片や、相手の飾り気が無い茶色の馬車には、御者席に御者と見習いの二人がおり、馬丁も後ろに2人陣取っている。
充分な召使を雇うことができるなら、金回りは良い筈だ。
しかし、車体の造りはしっかりしているが、華美な装飾や彫刻がなく、豪華とは言えないものだった。
馬丁は、乗っている相手は、どこぞの成り上がり商人か郷士とふんだ。
しかし、茶色の馬車の御者も口では達者だった。
「馬車だけで身分が分かるものか。金さえ有れば誰でも乗れる」
ちっ、と舌打ちすると、業を煮やした馬車の中の人物が、御者席の小窓から大声で馬丁に告げた。

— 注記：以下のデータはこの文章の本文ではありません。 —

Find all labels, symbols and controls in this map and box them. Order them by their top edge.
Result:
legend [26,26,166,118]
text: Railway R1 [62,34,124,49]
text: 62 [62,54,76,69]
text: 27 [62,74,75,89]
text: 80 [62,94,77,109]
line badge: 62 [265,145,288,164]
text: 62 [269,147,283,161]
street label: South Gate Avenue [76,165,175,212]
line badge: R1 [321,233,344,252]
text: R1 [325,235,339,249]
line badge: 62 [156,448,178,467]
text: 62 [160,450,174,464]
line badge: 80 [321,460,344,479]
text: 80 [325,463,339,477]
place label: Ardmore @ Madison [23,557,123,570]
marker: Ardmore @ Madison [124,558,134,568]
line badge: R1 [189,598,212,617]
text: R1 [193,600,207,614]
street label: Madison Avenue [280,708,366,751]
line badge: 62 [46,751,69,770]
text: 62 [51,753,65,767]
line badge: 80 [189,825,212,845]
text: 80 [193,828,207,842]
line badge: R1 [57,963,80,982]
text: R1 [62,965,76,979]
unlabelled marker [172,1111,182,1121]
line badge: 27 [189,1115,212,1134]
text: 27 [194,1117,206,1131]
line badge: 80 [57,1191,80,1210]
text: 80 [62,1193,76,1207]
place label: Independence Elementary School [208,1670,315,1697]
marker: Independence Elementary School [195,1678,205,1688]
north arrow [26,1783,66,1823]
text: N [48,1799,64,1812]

「おい襟のバッジを見せてやれ。それで納得いくだろう」
外にいた馬丁が飛び上がった。
「わ、若さま…宜しいのですか?」
馬車の中の若い男は苛立たし気に吐き捨てた。
「余計なことを言うな、かまわん。見せてやれ」
躊躇いがちに、黒塗り馬車の馬丁が、相手の御者に襟の裏に隠していた花のバッジを見せた。
花の意匠のバッジは、召使たちが何処の貴族の所属か、身分を明かすときに使う。
意匠の花は昼顔、とある伯爵家の意匠は朝顔、非常に判別しにくいデザインだ。もっとも、よく似た花の場合は親戚関係が多い。
「そら、見ろ。これを持っているんだ。ただの金持ちの訳ないだろう」
すると、相手の御者席から帽子とマフラーをした助手が、ひらりと席から降りると、彼の前に立ち襟をグイっと引き寄せて、バッジをはっきりと確認した。
「な、何をする!」
「それを見せてくれるのを待っていたのです。だからよ~く確認しないとね」
マフラーを巻いて、目だけ出した馬丁の声は、若い男のようでもあり、女のようでもあった。
「召使は紋章の差異については厳しく覚えさせられています。昼顔ならば、ラモン子爵家ですね」
「これに似た意匠は多い。それより、もういいだろう、通せ!」
「いいえ、もうひとつ確かめさせてもらいますよ」
助手は胴巻に差していた一本の鞭を取り出した。
何をするのかと息を呑んでいた黒馬車の召使達は、持っているのが、ただの鞭ではないと直ぐに気がついた。
その鞭には革の結び玉があり、何かが植込んであった。
助手が帽子とマフラーをかなぐり捨てると、美しい紺の前髪が、眼光鋭い若緑の瞳の間に、はらりと落ちた。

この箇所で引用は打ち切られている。